DATA UNDER STUDY:

######

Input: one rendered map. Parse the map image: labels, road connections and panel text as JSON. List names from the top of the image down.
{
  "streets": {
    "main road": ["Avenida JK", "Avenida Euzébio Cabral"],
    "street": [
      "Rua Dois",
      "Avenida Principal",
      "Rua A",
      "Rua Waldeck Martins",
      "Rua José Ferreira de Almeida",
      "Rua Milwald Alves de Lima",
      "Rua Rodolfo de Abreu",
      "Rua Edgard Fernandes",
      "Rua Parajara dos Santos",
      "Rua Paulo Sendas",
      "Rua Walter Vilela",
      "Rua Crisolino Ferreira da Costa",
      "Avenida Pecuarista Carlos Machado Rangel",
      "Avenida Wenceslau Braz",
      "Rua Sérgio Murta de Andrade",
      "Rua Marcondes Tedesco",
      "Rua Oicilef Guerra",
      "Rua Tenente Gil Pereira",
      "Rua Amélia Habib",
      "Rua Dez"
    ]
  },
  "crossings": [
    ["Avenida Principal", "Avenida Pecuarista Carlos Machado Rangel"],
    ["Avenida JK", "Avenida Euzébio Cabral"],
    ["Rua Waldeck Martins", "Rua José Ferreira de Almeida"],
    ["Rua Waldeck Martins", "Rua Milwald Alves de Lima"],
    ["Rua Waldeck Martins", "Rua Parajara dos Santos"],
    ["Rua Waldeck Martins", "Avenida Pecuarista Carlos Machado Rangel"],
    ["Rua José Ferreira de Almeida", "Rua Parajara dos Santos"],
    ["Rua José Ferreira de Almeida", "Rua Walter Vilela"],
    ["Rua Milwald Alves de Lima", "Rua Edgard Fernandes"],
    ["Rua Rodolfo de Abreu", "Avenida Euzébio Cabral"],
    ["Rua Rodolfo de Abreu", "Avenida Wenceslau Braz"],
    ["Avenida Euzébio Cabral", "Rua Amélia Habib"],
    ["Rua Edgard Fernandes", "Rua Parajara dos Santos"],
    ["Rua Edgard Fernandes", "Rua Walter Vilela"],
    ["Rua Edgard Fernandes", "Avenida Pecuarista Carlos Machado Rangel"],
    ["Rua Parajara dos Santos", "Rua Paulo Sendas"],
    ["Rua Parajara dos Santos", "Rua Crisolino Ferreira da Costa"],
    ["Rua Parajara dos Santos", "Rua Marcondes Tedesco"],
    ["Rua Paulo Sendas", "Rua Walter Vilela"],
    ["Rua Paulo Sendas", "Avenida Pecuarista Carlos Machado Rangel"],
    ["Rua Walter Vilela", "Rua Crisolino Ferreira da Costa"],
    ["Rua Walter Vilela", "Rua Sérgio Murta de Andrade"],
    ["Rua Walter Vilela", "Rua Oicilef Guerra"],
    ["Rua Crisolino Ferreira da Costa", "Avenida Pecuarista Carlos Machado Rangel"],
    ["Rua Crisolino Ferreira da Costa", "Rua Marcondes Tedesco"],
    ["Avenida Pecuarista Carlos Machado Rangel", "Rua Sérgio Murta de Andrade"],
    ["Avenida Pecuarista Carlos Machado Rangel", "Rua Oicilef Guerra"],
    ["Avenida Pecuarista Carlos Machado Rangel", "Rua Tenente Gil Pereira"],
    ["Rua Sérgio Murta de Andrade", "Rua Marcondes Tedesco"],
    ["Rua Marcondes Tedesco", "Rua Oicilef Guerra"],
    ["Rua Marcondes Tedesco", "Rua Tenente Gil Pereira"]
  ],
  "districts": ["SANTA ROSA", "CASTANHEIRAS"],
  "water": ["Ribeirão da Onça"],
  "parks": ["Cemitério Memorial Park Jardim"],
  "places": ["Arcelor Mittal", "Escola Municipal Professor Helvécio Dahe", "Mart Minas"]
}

######

EXERCISE DESCRIPTION:
Reproduce the material precisely, including every line.

RESPONSE:
Input: one rendered map. Parse the map image: labels, road connections and panel text as JSON. List names from the top of the image down.
{
  "streets": {
    "main road": ["Avenida JK", "Avenida Euzébio Cabral"],
    "street": [
      "Rua Dois",
      "Avenida Principal",
      "Rua A",
      "Rua Waldeck Martins",
      "Rua José Ferreira de Almeida",
      "Rua Milwald Alves de Lima",
      "Rua Rodolfo de Abreu",
      "Rua Edgard Fernandes",
      "Rua Parajara dos Santos",
      "Rua Paulo Sendas",
      "Rua Walter Vilela",
      "Rua Crisolino Ferreira da Costa",
      "Avenida Pecuarista Carlos Machado Rangel",
      "Avenida Wenceslau Braz",
      "Rua Sérgio Murta de Andrade",
      "Rua Marcondes Tedesco",
      "Rua Oicilef Guerra",
      "Rua Tenente Gil Pereira",
      "Rua Amélia Habib",
      "Rua Dez"
    ]
  },
  "crossings": [
    ["Avenida Principal", "Avenida Pecuarista Carlos Machado Rangel"],
    ["Avenida JK", "Avenida Euzébio Cabral"],
    ["Rua Waldeck Martins", "Rua José Ferreira de Almeida"],
    ["Rua Waldeck Martins", "Rua Milwald Alves de Lima"],
    ["Rua Waldeck Martins", "Rua Parajara dos Santos"],
    ["Rua Waldeck Martins", "Avenida Pecuarista Carlos Machado Rangel"],
    ["Rua José Ferreira de Almeida", "Rua Parajara dos Santos"],
    ["Rua José Ferreira de Almeida", "Rua Walter Vilela"],
    ["Rua Milwald Alves de Lima", "Rua Edgard Fernandes"],
    ["Rua Rodolfo de Abreu", "Avenida Euzébio Cabral"],
    ["Rua Rodolfo de Abreu", "Avenida Wenceslau Braz"],
    ["Avenida Euzébio Cabral", "Rua Amélia Habib"],
    ["Rua Edgard Fernandes", "Rua Parajara dos Santos"],
    ["Rua Edgard Fernandes", "Rua Walter Vilela"],
    ["Rua Edgard Fernandes", "Avenida Pecuarista Carlos Machado Rangel"],
    ["Rua Parajara dos Santos", "Rua Paulo Sendas"],
    ["Rua Parajara dos Santos", "Rua Crisolino Ferreira da Costa"],
    ["Rua Parajara dos Santos", "Rua Marcondes Tedesco"],
    ["Rua Paulo Sendas", "Rua Walter Vilela"],
    ["Rua Paulo Sendas", "Avenida Pecuarista Carlos Machado Rangel"],
    ["Rua Walter Vilela", "Rua Crisolino Ferreira da Costa"],
    ["Rua Walter Vilela", "Rua Sérgio Murta de Andrade"],
    ["Rua Walter Vilela", "Rua Oicilef Guerra"],
    ["Rua Crisolino Ferreira da Costa", "Avenida Pecuarista Carlos Machado Rangel"],
    ["Rua Crisolino Ferreira da Costa", "Rua Marcondes Tedesco"],
    ["Avenida Pecuarista Carlos Machado Rangel", "Rua Sérgio Murta de Andrade"],
    ["Avenida Pecuarista Carlos Machado Rangel", "Rua Oicilef Guerra"],
    ["Avenida Pecuarista Carlos Machado Rangel", "Rua Tenente Gil Pereira"],
    ["Rua Sérgio Murta de Andrade", "Rua Marcondes Tedesco"],
    ["Rua Marcondes Tedesco", "Rua Oicilef Guerra"],
    ["Rua Marcondes Tedesco", "Rua Tenente Gil Pereira"]
  ],
  "districts": ["SANTA ROSA", "CASTANHEIRAS"],
  "water": ["Ribeirão da Onça"],
  "parks": ["Cemitério Memorial Park Jardim"],
  "places": ["Arcelor Mittal", "Escola Municipal Professor Helvécio Dahe", "Mart Minas"]
}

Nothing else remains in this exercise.